La technologie blockchain d’Iznes séduit Generali et Apicil
La blockchain est peut-être en train de gagner son pari dans la gestion d’actifs. Iznes, la plate-forme de traitement des transactions sur organismes de placements collectifs (OPC) via la blockchain vient d’accueillir deux nouveaux actionnaires. L’assureur Generali et le groupe de protection sociale Apicil ont ainsi annoncé avoir pris une participation de la plate-forme, via une augmentation de capital dont le montant n’a pas été divulgué.
Les deux nouveaux actionnaires resteront minoritaires aux côtés du consortium de six gestionnaires (OFI AM, Arkéa IS, Groupama AM, La Banque Postale AM, La Financière de l’Echiquier et Lyxor Asset Management) qui détiennent la société, mais détiendront une part «significative» du capital. Si cette opération constitue un changement pour Iznes, c’est notamment parce que c’est la première fois que la société arrive à convaincre des distributeurs de fonds – dont Generali, qui est un des premiers acteurs d’architecture ouverte en France – d’entrer au capital. L’obtention par Iznes de son agrément d’entreprise d’investissement au mois de juillet dernier a fini de convaincre les nouveaux actionnaires, en discussion depuis plusieurs mois avec la société.

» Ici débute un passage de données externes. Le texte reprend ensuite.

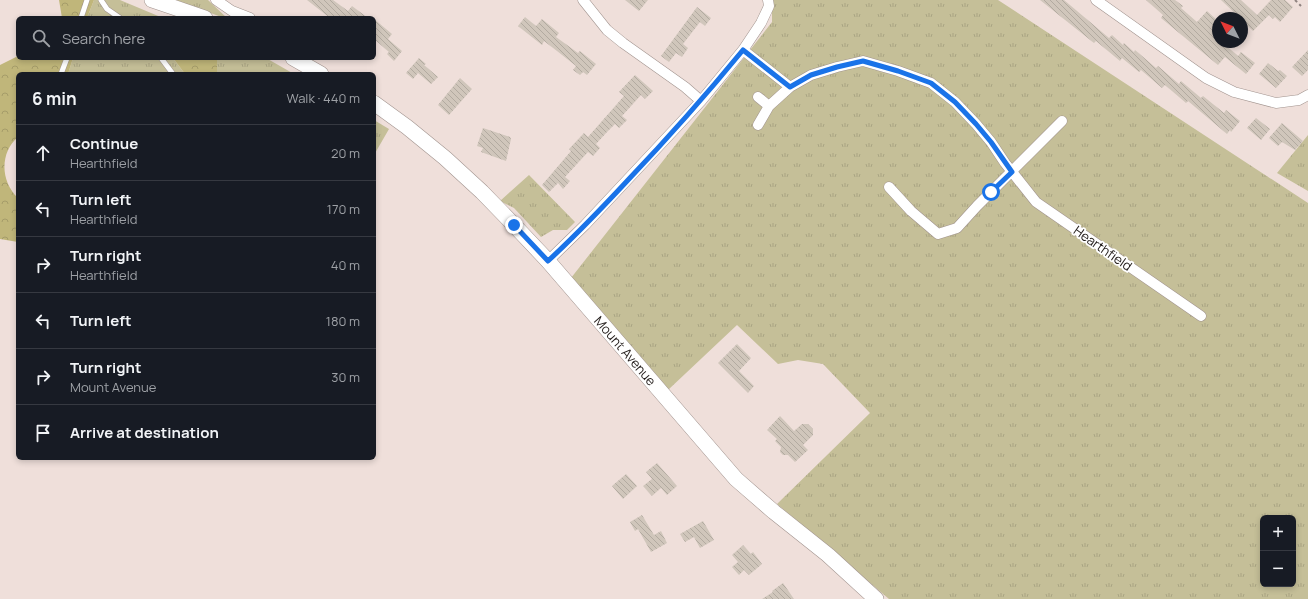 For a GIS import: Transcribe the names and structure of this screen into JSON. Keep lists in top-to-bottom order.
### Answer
{
  "streets": {
    "street": ["Hearthfield", "Mount Avenue"]
  },
  "north": "top left",
  "page": {
    "search": "Search here",
    "heading": ["6 min", "Walk · 440 m"],
    "list": [
      ["Continue", "Hearthfield", "20 m"],
      ["Turn left", "Hearthfield", "170 m"],
      ["Turn right", "Hearthfield", "40 m"],
      ["Turn left", "180 m"],
      ["Turn right", "Mount Avenue", "30 m"],
      "Arrive at destination"
    ],
    "map_buttons": ["+", "−"]
  }
}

Investisseurs utilisateurs
Les motivations des nouveaux partenaires se révèlent proches. Ils ne seront pas seulement de simples investisseurs en capital, mais aussi des utilisateurs et des ambassadeurs de la technologie. Apicil communique sur le fait qu’il veut utiliser Iznes pour ses opérations sur unités de compte. Generali a, pour sa part, identifié plusieurs utilisations de la technologie blockchain d’Iznes.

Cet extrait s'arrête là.